In sporadic tumors, RET contributes to papillary thyroid carcinoma (PTC) through chromosomal rearrangements forming RET/PTC fusions, which occur in 10-20% of PTC cases. Breakpoints frequently arise in intron 11, with partner genes such as CCDC6 (RET/PTC1) or NCOA4 (RET/PTC3) providing coiled-coil domains that promote RET dimerization. Ionizing radiation is a major risk factor, with incidence as high as 50-80% among Chernobyl-exposed individuals. RET fusions are also observed in 1-2% of non-small cell lung cancer (NSCLC), such as KIF5B-RET, driving malignancy via MAPK/PI3K pathway activation.

Developmental RET loss-of-function mutations cause Hirschsprung disease, a congenital megacolon due to the absence of enteric ganglion cells, resulting in intestinal obstruction.

Figure 1. Mechanisms of RET activation in cancers.Figure 1. Mechanisms of RET activation in cancers. (Drilon A, et al., 2018)

Clinical Applications and Translational Research

Germline RET mutation screening is critical for MEN2 family members to guide prophylactic thyroidectomy, with high-risk mutations such as M918T requiring surgery before one year of age. RET fusions serve as PTC-specific diagnostic biomarkers, with a 60% malignancy prediction value in Bethesda III nodules and mutual exclusivity with BRAF mutations.
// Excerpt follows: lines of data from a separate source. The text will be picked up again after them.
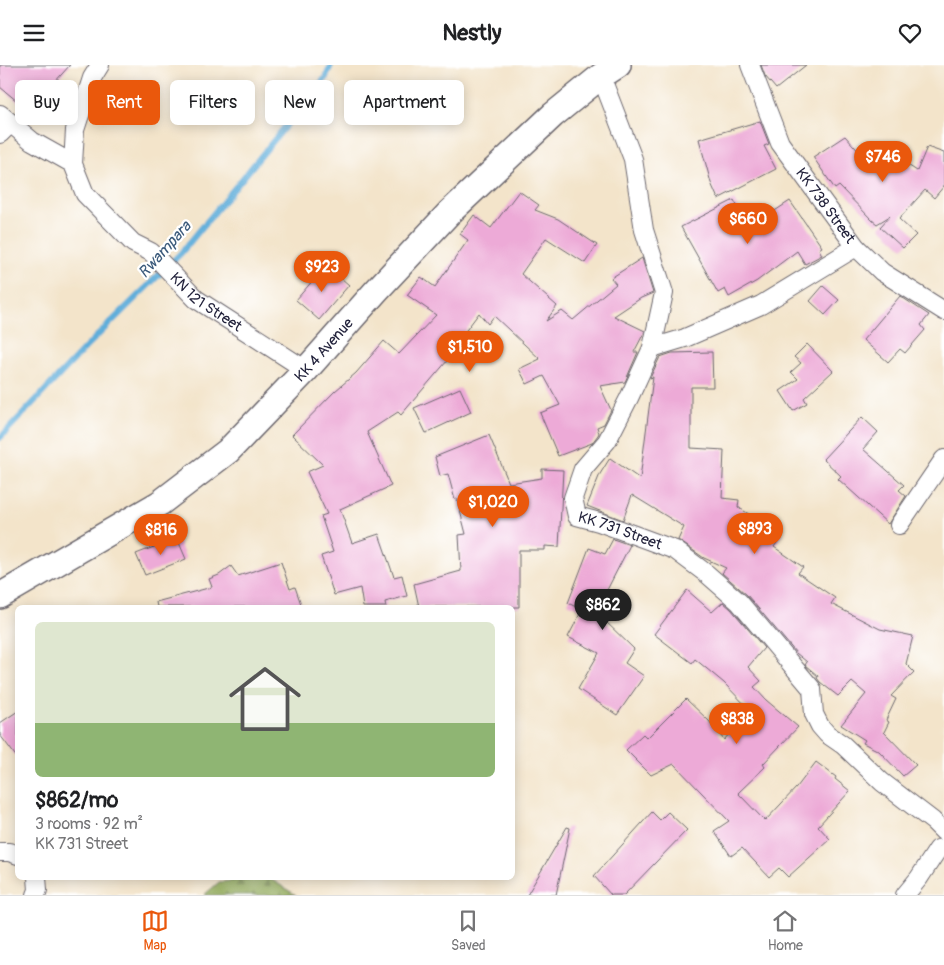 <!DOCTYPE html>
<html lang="en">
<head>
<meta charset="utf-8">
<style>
	body { margin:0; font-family:Pangolin,sans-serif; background:#f6f6f6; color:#202124; height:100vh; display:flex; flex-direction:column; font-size:19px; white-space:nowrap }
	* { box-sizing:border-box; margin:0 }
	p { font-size:16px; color:#757577 }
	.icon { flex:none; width:28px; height:28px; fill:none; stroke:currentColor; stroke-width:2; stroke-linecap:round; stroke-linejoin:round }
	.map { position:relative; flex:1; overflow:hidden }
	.sheet { position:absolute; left:15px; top:540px; width:500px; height:275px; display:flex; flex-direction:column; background:#fff; border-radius:8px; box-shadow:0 2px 12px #0003 }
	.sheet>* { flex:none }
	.banner { position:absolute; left:15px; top:15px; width:500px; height:45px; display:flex; gap:10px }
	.price { position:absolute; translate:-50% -42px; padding:0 11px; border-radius:18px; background:#ea580c; color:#fff; font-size:16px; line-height:32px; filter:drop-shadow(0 1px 2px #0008) }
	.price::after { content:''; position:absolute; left:50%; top:30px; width:15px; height:11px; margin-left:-8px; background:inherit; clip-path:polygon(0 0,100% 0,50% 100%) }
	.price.selected { background:#222; color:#fff }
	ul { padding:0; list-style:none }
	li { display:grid; align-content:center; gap:10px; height:265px; padding:0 20px }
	li span { display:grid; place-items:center; height:155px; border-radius:8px; color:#555 }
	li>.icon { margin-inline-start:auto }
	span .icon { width:90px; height:90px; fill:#fffc; stroke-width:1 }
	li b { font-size:21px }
	.pill { padding:0 18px; border-radius:8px; background:#fff; box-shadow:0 2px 12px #0003; font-size:18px; line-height:45px }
	.pill.selected { background:#ea580c; color:#fff }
	header { display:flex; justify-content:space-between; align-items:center; height:65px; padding:0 20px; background:#fff; font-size:22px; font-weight:700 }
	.dock { display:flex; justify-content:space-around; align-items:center; height:70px; border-top:1px solid #e0e0e0; background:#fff; font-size:14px; color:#757577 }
	.dock a { display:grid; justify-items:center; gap:2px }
	.dock .selected { color:#ea580c }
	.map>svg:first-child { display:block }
	.forest { fill:url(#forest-firs); stroke:#5a664c }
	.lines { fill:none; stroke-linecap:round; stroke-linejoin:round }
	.stream { stroke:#60aeda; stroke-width:6 }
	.building { fill:#edaad7 }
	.minor-casing { stroke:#6b666d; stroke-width:20 }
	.secondary-casing { stroke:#6b666d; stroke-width:28 }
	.minor { stroke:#fff; stroke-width:18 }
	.secondary { stroke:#fff; stroke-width:25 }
	.labels { text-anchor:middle; stroke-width:4.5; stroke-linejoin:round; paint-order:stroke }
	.street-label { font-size:15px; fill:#22223b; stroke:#fff }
	.water-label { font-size:16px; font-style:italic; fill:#3b5a7b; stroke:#fff }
</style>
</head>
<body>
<header><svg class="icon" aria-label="menu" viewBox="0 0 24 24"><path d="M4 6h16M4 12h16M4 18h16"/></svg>Nestly<svg class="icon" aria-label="heart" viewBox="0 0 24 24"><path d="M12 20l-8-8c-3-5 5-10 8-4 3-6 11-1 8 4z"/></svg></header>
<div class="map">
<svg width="944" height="830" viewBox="0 0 944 830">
	<defs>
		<pattern id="forest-firs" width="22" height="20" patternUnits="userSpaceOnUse" patternTransform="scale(1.25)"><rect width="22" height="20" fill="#93ab5c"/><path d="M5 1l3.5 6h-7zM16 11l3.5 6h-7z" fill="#788b4d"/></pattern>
	</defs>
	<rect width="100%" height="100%" fill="#fff"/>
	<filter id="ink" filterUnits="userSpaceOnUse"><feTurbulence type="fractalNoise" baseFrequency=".02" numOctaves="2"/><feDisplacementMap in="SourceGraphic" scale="10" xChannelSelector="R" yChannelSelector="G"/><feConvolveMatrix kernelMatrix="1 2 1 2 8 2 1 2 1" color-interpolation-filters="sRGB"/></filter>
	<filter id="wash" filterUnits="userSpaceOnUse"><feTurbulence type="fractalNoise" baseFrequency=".0096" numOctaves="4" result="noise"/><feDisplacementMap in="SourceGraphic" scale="20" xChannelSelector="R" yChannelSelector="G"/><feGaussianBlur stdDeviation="1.12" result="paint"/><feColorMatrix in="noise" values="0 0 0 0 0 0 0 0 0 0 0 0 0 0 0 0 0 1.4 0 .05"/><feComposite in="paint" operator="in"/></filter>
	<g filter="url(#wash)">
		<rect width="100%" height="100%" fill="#f3e4ca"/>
		<!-- forest -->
		<path class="forest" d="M 261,813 L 269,813 L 296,830 L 204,830 L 219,817 Z"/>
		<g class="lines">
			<!-- stream -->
			<path class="stream" d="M 0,373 L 88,280 L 181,188 L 326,12 L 331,0"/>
		</g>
		<g id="blocks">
			<!-- building -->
			<g class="building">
				<path d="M 0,0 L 70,0 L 29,46 L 0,22 Z"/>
				<path d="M 761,0 L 806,0 L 776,24 L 765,11 Z"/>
				<path d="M 760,56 L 769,79 L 764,81 L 776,104 L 718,134 L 711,118 L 699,74 Z"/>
				<path d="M 845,71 L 870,99 L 886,83 L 894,91 L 917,106 L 927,82 L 944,88 L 944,121 L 934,133 L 925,125 L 899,154 L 916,170 L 903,183 L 880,162 L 890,151 L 877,159 L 872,155 L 839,121 L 835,124 L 813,92 Z"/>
				<path d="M 519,126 L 539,140 L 535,145 L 558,154 L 597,180 L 585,198 L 546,173 L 521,209 L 557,241 L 546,256 L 562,246 L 573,255 L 616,219 L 611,213 L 642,193 L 653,228 L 641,233 L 614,251 L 645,266 L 634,287 L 638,287 L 625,317 L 600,321 L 611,345 L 604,359 L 597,362 L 599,368 L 598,370 L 592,378 L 558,391 L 540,348 L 560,340 L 544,311 L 527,319 L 519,304 L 540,294 L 494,251 L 488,259 L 479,248 L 455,280 L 459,282 L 401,350 L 398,347 L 367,367 L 391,421 L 340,444 L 352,478 L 379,469 L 394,512 L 402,510 L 407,531 L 385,537 L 386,542 L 363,542 L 360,523 L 334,530 L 321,491 L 333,487 L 321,451 L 327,449 L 307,407 L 323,400 L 292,370 L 335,326 L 356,308 L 384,276 L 399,289 L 436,250 L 407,230 L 421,212 L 435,222 L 468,175 L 460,169 L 474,150 L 491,163 Z"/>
				<path d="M 734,135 L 746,157 L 747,157 L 750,162 L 790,136 L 822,182 L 819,184 L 822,190 L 805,199 L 797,186 L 757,216 L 729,232 L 725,224 L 718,228 L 681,162 Z"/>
				<path d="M 326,200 L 349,220 L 319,255 L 296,235 Z"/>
				<path d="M 823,221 L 839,235 L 825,250 L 810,236 Z"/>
				<path d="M 900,231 L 929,250 L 921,260 L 925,265 L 905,288 L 900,284 L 888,297 L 863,275 Z"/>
				<path d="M 807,279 L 833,306 L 804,333 L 807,338 L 793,346 L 780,326 L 798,314 L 791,307 L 801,298 L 794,292 Z"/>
				<path d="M 712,287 L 713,322 L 691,322 L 691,383 L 724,385 L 722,433 L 739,435 L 738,442 L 761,457 L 762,455 L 783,469 L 774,482 L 803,502 L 798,508 L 835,533 L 831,539 L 880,564 L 913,571 L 906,599 L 914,607 L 891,631 L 896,634 L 886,655 L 889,657 L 884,667 L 916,700 L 903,711 L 879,686 L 863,678 L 865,675 L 841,660 L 866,629 L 852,617 L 838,631 L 820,617 L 817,613 L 818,611 L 805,600 L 807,597 L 796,588 L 747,530 L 722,508 L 726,503 L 704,493 L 678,475 L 684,462 L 632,430 L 623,455 L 587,441 L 600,409 L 610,393 L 640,414 L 653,312 L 650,313 L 660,292 L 672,288 Z"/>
				<path d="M 460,323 L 471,347 L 426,368 L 414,343 Z"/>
				<path d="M 862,352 L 878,367 L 863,384 L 904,420 L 899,425 L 906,431 L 888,459 L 838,414 L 841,411 L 823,394 Z"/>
				<path d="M 489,370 L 509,418 L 542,413 L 542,404 L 563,405 L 559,482 L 545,481 L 545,485 L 519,485 L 519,542 L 419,542 L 414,519 L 461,506 L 459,470 L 466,469 L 457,434 L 455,435 L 448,409 L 440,411 L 435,392 Z"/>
				<path d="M 177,473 L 186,494 L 145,510 L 136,489 Z"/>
				<path d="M 613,474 L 630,480 L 606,527 L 611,530 L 606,540 L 613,543 L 603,554 L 634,584 L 625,598 L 644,611 L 617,650 L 578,624 L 599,588 L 568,572 L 582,545 L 568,538 L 589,483 L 605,489 Z"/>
				<path d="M 281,497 L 290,524 L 295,522 L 302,542 L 157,542 L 156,537 L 212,522 L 209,514 L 219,510 L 231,501 L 238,511 Z"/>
				<path d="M 687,525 L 712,547 L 723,537 L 731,544 L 764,583 L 748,602 L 761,616 L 754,622 L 766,635 L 798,662 L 763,699 L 765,702 L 738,728 L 765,756 L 797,722 L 816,697 L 836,712 L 835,714 L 850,726 L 818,761 L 830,774 L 788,812 L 779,803 L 769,812 L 742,783 L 731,791 L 714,766 L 729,756 L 674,699 L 651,710 L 626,685 L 643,669 L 647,673 L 686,634 L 709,656 L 724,675 L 750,645 L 724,618 L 695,594 L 692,598 L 654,569 Z"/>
				<path d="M 18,646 L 18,694 L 0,670 L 0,658 Z"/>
				<path d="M 652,747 L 660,755 L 668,747 L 687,765 L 624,830 L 611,830 L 594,811 Z"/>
				<path d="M 567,762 L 570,763 L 556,830 L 527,830 Z"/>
			</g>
		</g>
	</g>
	<g filter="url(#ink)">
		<use href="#blocks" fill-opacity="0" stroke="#6b666d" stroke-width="1"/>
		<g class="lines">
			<defs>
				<g id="minor">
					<path id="s1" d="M 100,0 L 92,13 L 75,65 L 73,99 L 85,129 L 133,178 L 151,187 L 196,234 L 306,305"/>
					<path id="s2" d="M 750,0 L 780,78 L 856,182 L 882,207 L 944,246"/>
					<path id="s3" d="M 601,11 L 633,94 L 644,165 L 664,228 L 652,283 L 629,333 L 607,376 L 583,404 L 573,433 L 577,451 L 599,457 L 675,485 L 707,509 L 739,537 L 812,624 L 814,649 L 820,661 L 827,669 L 843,680 L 882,717 L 933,756 L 944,767"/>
					<path d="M 0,49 L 32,76 L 73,99"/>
					<path d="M 0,69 L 11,58"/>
					<path d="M 652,283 L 685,273 L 761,240 L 856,182"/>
					<path d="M 899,460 L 944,394"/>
					<path d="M 0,787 L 9,787 L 18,790"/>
					<path d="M 36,830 L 38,825 L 37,812"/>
					<path d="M 905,830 L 919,813 L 938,784 L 944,783"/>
				</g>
				<g id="secondary">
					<path id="s4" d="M 0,531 L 160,438 L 228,386 L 306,305 L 376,226 L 449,148 L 553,50 L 601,11 L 618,0"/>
				</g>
			</defs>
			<!-- minor casing -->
			<use href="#minor" class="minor-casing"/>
			<!-- secondary casing -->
			<use href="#secondary" class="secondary-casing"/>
			<!-- minor -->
			<use href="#minor" class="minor"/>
			<!-- secondary -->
			<use href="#secondary" class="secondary"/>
		</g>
	</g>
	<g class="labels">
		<!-- street labels -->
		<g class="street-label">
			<text dy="5" stroke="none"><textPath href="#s2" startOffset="161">KK 738 Street</textPath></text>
			<text dy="5" stroke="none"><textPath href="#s1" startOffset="300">KN 121 Street</textPath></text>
			<text dy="5" stroke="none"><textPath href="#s4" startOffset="410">KK 4 Avenue</textPath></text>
			<text dy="5" stroke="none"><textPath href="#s3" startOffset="518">KK 731 Street</textPath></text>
		</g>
		<!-- water labels -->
		<g class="water-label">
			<text transform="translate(164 184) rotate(-48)" y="6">Rwampara</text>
		</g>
	</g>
</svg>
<b class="price" style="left:883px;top:118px">$746</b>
<b class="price" style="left:748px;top:180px">$660</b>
<b class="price" style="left:322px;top:228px">$923</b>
<b class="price" style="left:470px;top:308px">$1,510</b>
<b class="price" style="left:493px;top:463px">$1,020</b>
<b class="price" style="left:755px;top:490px">$893</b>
<b class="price" style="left:161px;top:491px">$816</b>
<b class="price selected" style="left:603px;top:566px">$862</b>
<b class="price" style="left:737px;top:680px">$838</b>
<div class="banner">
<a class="pill">Buy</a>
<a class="pill selected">Rent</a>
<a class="pill">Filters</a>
<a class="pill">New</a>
<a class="pill">Apartment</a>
</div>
<section class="sheet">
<ul>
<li><span style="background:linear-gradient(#dfe7d0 65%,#8fb573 0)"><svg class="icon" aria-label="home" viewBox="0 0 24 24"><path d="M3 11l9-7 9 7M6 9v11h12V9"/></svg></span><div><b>$862/mo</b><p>3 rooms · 92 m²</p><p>KK 731 Street</p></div></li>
</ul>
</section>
</div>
<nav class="dock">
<a class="selected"><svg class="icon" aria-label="map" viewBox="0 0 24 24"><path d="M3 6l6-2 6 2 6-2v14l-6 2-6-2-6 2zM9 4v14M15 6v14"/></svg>Map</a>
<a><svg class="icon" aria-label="saved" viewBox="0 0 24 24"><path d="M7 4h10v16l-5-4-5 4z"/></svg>Saved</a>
<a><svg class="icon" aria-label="home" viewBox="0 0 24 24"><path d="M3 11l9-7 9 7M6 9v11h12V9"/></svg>Home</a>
</nav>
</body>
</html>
Highly selective RET inhibitors have improved outcomes in advanced tumors. Selpercatinib (LOXO-292) is effective against RET fusion-positive NSCLC/thyroid cancers and RET-mutant MTC, achieving objective response rates (ORR) of 64-79%. Pralsetinib (BLU-667) targets gatekeeper RET mutations V804M/L, with an ORR of 60% in MTC patients. Resistance mechanisms include secondary mutations such as RET G810R/S or bypass pathway activation like MET amplification, with next-generation inhibitors such as TPX-0046 currently in clinical trials.

Challenges and Future Directions

RET-targeted therapy faces challenges, including tissue-specific toxicities, as inhibitors may block physiological RET signaling, causing hypertension and delayed wound healing. Tumor heterogeneity is another concern, as sporadic MTC often exhibits mutual exclusivity between RET M918T and HRAS/KRAS mutations, necessitating combination approaches. Resistance management requires dual-target inhibitors (e.g., RET/MET) or combination with immunotherapy (e.g., PD-1 inhibitors). Future research focuses on RET’s role in the tumor immune microenvironment, antibody-drug conjugate (ADC) therapies for low RET-expressing tumors, and patient-derived organoid (PDO)-based drug sensitivity platforms. As a dual regulator of organ development and oncogenesis, RET remains a key target in precision oncology, with ongoing studies addressing resistance mechanisms and combinatorial strategies.

Reference

  1. Li AY, McCusker MG, Russo A, et al. RET fusions in solid tumors. Cancer Treat Rev. 2019 Dec;81:101911.

  2. Drilon A, Hu ZI, Lai GGY, et al. Targeting RET-driven cancers: lessons from evolving preclinical and clinical landscapes. Nat Rev Clin Oncol. 2018 Mar;15(3):151-167.